— EXERCISE DESCRIPTION —
Among the records that follow, how many lines include the string "between"? Only the number is wanted.

[Stored data]
::::

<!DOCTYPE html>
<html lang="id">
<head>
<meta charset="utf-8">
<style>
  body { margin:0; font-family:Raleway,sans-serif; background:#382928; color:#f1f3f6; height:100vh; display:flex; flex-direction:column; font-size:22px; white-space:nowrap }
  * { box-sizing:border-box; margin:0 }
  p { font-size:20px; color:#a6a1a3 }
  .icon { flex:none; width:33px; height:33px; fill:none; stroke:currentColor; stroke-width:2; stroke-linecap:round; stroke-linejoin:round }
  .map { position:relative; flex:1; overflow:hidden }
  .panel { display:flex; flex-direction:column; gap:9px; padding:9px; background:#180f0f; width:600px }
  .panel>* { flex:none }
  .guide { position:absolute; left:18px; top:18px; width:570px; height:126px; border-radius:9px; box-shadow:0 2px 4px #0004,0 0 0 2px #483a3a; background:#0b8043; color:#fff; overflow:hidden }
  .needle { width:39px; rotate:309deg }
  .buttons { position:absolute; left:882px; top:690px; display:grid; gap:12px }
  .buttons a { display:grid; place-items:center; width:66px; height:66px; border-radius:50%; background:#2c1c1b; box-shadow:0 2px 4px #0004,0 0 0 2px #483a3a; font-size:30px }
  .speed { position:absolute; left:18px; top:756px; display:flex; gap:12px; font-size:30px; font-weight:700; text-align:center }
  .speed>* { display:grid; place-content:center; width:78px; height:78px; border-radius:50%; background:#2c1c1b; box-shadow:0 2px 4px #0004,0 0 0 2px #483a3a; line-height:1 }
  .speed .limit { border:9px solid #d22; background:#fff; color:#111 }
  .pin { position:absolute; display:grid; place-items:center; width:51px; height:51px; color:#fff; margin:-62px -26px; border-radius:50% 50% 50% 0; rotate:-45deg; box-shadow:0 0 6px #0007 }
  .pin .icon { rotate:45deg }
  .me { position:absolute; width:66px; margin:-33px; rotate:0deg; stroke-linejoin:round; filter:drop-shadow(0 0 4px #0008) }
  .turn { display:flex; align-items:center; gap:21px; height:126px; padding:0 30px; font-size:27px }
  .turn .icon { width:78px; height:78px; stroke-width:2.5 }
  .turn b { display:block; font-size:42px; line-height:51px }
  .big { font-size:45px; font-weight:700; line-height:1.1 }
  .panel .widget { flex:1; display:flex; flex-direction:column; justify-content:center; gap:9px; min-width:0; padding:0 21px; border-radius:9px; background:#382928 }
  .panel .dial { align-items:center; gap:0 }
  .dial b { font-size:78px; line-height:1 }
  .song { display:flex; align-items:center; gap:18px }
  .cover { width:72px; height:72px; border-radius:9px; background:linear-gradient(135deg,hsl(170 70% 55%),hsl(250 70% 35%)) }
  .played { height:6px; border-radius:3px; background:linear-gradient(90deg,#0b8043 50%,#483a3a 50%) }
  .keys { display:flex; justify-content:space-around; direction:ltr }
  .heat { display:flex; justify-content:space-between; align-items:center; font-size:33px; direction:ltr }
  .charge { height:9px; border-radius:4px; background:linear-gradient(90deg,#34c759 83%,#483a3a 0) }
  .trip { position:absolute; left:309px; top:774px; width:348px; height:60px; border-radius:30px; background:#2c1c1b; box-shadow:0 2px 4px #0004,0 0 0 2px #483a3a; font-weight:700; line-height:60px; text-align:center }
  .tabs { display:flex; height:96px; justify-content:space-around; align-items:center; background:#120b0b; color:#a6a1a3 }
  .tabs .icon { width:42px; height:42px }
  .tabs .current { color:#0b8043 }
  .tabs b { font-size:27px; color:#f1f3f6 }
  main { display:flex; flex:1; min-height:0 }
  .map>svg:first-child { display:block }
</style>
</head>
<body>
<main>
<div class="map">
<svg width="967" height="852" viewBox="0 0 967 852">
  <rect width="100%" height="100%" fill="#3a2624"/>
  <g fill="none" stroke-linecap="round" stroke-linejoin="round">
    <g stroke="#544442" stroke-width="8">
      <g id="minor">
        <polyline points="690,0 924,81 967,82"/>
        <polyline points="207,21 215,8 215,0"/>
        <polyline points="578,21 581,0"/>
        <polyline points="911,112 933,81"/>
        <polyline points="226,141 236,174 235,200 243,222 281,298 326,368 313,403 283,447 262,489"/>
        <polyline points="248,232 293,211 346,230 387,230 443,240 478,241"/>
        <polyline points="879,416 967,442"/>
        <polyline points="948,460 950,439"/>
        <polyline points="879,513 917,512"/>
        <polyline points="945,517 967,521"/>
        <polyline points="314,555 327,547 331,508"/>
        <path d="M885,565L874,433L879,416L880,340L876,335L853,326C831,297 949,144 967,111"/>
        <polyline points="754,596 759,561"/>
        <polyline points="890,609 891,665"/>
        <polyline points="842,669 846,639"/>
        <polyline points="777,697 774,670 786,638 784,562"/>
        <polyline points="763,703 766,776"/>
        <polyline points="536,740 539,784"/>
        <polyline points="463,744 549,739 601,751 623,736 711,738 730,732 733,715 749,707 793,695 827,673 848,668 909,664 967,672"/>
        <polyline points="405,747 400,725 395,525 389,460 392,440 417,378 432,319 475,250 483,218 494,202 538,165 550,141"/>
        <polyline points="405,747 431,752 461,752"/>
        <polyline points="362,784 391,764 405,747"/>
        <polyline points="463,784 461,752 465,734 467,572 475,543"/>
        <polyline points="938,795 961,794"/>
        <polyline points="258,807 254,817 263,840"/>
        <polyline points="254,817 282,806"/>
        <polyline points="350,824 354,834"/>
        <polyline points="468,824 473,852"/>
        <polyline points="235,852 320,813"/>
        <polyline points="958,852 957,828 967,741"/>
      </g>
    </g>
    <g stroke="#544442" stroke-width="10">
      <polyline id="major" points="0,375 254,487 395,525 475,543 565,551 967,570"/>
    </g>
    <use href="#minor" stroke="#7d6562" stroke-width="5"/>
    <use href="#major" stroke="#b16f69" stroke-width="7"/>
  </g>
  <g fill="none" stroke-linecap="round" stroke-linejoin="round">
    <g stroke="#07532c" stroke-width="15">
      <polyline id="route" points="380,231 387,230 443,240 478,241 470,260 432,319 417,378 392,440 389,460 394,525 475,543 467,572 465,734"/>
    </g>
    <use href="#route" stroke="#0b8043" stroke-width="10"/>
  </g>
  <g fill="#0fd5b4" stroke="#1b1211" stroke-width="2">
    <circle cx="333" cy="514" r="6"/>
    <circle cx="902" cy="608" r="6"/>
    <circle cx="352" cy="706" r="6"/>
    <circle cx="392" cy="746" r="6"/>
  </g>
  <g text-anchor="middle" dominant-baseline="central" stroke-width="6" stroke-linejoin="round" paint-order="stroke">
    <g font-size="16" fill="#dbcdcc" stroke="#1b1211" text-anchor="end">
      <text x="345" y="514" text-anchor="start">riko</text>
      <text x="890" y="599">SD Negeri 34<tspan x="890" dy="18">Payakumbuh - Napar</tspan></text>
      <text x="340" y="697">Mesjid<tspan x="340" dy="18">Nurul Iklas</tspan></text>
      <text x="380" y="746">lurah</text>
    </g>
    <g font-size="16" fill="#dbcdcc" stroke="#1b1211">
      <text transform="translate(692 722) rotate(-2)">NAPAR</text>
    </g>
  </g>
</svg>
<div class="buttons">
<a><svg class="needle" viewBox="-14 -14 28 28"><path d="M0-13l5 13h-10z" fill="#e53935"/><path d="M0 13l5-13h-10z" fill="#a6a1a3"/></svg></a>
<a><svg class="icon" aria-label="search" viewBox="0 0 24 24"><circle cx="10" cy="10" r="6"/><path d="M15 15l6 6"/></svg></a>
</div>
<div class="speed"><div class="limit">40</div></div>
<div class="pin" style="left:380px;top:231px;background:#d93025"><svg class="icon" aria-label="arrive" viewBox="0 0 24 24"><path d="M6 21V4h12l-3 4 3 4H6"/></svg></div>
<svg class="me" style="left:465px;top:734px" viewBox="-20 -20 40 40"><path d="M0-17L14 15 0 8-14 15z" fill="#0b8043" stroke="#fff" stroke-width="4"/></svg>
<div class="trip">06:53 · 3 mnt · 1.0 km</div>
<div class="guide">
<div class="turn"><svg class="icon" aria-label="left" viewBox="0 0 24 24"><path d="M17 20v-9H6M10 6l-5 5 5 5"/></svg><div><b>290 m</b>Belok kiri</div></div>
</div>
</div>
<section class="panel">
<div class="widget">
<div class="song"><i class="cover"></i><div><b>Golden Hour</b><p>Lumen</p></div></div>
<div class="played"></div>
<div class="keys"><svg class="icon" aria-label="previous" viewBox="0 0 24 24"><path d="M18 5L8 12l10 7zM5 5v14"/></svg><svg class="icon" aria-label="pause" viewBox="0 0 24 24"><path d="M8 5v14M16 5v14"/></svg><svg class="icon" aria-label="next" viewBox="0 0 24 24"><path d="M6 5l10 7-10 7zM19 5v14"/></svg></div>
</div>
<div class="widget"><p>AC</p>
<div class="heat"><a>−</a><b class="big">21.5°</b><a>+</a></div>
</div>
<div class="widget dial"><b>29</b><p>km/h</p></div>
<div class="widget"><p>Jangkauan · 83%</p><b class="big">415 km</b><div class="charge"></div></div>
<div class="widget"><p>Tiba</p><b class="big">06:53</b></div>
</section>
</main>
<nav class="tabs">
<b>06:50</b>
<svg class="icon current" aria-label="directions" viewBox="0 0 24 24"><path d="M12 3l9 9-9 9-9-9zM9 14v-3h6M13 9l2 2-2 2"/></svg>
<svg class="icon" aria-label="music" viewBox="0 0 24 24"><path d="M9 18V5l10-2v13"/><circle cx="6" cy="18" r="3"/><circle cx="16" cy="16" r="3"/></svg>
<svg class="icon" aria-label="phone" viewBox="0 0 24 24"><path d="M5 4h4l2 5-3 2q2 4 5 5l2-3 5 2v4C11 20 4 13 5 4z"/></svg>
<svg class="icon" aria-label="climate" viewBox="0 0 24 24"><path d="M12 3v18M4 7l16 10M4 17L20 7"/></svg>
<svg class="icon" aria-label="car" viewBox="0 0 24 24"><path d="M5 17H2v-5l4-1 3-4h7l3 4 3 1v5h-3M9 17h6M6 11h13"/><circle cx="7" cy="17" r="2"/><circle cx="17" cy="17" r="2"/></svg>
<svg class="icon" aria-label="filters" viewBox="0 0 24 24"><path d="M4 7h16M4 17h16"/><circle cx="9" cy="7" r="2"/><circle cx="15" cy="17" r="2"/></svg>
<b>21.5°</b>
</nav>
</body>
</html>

::::

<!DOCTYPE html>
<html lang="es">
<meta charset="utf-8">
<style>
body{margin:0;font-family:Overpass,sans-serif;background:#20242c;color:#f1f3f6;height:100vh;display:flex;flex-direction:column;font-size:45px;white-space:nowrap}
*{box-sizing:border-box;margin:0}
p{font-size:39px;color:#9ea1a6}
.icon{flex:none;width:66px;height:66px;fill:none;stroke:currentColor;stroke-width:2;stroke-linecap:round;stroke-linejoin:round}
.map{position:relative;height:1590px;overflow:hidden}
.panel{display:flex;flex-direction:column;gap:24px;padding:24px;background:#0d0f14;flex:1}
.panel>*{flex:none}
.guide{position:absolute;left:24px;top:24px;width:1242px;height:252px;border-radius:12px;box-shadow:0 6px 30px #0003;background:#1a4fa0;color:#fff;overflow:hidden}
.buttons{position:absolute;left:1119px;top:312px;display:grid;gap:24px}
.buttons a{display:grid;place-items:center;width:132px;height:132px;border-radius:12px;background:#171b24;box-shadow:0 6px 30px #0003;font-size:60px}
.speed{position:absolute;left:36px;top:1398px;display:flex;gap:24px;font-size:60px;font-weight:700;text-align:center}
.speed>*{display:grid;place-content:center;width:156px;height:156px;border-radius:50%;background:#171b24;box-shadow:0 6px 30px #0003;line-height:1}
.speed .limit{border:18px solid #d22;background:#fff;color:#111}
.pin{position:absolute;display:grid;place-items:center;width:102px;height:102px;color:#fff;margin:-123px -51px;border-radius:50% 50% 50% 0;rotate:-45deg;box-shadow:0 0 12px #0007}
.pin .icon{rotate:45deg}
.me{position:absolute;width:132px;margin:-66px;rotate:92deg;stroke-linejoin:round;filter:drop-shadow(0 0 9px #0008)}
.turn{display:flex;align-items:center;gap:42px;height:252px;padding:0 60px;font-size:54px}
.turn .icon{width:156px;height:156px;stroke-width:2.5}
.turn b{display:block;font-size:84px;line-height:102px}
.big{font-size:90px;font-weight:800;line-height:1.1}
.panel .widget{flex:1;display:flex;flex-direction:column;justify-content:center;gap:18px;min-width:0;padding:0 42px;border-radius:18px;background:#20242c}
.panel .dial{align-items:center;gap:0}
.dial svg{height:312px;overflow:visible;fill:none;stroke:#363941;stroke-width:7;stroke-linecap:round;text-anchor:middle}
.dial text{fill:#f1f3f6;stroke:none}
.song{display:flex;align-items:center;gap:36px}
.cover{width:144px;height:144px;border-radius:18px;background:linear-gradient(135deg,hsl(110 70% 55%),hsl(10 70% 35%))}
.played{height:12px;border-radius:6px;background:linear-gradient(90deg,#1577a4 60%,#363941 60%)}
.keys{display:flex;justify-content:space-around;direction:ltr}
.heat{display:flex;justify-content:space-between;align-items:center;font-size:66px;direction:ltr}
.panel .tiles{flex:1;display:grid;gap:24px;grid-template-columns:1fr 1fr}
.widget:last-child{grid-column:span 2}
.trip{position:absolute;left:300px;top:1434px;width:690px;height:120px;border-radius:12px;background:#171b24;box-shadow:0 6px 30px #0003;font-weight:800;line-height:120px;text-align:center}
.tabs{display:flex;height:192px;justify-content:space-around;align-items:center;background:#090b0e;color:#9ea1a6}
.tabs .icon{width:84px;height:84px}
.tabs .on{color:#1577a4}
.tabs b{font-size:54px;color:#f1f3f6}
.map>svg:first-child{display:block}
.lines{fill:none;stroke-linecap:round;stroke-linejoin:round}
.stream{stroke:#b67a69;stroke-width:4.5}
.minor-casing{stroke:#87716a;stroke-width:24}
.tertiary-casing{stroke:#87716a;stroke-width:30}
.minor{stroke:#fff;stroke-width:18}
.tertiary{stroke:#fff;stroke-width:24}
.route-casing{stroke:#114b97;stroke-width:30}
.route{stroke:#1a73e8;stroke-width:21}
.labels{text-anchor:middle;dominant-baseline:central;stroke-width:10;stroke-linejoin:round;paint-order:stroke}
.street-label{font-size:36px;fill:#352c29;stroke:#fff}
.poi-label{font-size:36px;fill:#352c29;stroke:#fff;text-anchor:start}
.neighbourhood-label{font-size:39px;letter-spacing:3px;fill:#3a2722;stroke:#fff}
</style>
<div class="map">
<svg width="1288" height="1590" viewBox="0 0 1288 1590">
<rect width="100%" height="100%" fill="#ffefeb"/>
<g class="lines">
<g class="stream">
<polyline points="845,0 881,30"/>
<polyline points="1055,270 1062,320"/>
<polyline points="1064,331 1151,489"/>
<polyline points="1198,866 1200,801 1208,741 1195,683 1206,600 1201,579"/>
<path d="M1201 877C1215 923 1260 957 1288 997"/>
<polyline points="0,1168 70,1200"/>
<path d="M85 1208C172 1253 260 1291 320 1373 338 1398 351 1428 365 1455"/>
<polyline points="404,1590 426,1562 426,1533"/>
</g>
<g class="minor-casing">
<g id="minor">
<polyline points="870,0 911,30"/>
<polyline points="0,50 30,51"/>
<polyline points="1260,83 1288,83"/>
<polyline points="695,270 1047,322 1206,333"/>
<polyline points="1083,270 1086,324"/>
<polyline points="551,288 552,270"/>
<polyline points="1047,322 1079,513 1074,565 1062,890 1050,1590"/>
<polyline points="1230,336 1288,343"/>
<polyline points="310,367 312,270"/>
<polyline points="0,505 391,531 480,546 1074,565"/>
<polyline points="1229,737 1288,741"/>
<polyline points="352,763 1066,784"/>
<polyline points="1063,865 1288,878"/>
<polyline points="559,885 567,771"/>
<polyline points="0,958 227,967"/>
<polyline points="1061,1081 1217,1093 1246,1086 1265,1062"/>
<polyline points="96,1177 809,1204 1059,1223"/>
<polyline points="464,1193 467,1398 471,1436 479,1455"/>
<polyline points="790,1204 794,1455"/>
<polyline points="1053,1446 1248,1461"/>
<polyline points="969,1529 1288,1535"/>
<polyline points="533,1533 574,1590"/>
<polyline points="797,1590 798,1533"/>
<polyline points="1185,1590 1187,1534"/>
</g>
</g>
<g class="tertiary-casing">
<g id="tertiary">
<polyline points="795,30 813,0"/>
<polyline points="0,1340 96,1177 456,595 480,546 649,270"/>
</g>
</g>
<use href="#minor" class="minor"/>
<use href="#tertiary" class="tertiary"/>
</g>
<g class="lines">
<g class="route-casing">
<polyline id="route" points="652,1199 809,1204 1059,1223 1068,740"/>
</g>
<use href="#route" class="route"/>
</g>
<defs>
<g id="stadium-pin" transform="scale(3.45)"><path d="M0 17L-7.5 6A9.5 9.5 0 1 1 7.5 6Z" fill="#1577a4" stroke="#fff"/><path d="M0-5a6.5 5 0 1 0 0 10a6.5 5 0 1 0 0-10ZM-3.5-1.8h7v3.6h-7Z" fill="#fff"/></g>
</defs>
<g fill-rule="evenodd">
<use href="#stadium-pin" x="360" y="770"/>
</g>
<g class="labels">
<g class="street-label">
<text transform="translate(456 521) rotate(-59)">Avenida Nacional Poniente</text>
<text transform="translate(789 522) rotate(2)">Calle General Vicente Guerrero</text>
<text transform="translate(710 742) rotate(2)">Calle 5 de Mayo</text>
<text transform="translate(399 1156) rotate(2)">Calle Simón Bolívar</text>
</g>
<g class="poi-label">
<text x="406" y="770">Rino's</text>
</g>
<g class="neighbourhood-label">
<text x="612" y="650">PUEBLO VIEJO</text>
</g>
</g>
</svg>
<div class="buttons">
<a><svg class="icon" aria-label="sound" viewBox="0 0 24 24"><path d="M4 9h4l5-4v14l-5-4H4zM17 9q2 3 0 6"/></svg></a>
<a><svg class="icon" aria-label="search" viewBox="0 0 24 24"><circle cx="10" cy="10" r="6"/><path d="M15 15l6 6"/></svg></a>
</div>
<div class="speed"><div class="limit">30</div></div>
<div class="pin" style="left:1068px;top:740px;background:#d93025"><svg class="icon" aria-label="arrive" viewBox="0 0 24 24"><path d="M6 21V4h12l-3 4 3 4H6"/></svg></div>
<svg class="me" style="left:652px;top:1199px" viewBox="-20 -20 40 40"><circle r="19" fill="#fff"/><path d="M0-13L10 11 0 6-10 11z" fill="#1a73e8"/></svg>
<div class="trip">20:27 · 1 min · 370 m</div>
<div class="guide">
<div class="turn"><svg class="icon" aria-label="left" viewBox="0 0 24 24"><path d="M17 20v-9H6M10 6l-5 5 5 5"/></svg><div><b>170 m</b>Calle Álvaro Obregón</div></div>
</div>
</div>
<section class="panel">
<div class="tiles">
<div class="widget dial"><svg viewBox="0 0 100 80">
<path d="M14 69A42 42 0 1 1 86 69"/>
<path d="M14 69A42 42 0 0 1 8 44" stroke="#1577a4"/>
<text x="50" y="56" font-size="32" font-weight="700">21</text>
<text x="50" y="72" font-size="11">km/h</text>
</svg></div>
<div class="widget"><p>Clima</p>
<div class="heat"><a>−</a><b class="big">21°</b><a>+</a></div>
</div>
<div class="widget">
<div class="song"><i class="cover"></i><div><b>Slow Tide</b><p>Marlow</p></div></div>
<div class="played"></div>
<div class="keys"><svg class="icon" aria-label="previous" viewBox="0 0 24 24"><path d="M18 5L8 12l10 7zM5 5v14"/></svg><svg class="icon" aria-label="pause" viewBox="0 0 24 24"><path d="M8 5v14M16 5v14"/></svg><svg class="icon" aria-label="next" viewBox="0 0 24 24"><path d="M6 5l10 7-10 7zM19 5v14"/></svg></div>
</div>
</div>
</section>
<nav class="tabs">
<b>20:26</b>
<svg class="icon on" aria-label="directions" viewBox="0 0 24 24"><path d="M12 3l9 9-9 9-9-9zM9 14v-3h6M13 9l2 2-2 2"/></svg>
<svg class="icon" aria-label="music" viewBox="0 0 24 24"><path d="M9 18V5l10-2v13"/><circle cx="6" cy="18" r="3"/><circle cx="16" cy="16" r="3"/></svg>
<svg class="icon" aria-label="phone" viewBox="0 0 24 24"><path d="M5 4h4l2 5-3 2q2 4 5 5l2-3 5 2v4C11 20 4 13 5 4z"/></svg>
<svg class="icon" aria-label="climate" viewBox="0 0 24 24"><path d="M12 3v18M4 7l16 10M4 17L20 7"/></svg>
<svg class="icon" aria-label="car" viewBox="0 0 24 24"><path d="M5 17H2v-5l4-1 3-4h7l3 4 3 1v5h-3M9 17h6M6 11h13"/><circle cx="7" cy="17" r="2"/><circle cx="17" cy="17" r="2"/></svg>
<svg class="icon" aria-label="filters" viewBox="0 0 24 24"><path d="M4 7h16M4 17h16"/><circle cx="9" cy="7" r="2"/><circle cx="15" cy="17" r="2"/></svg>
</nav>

::::

— RESULT FOR THIS EXERCISE —
2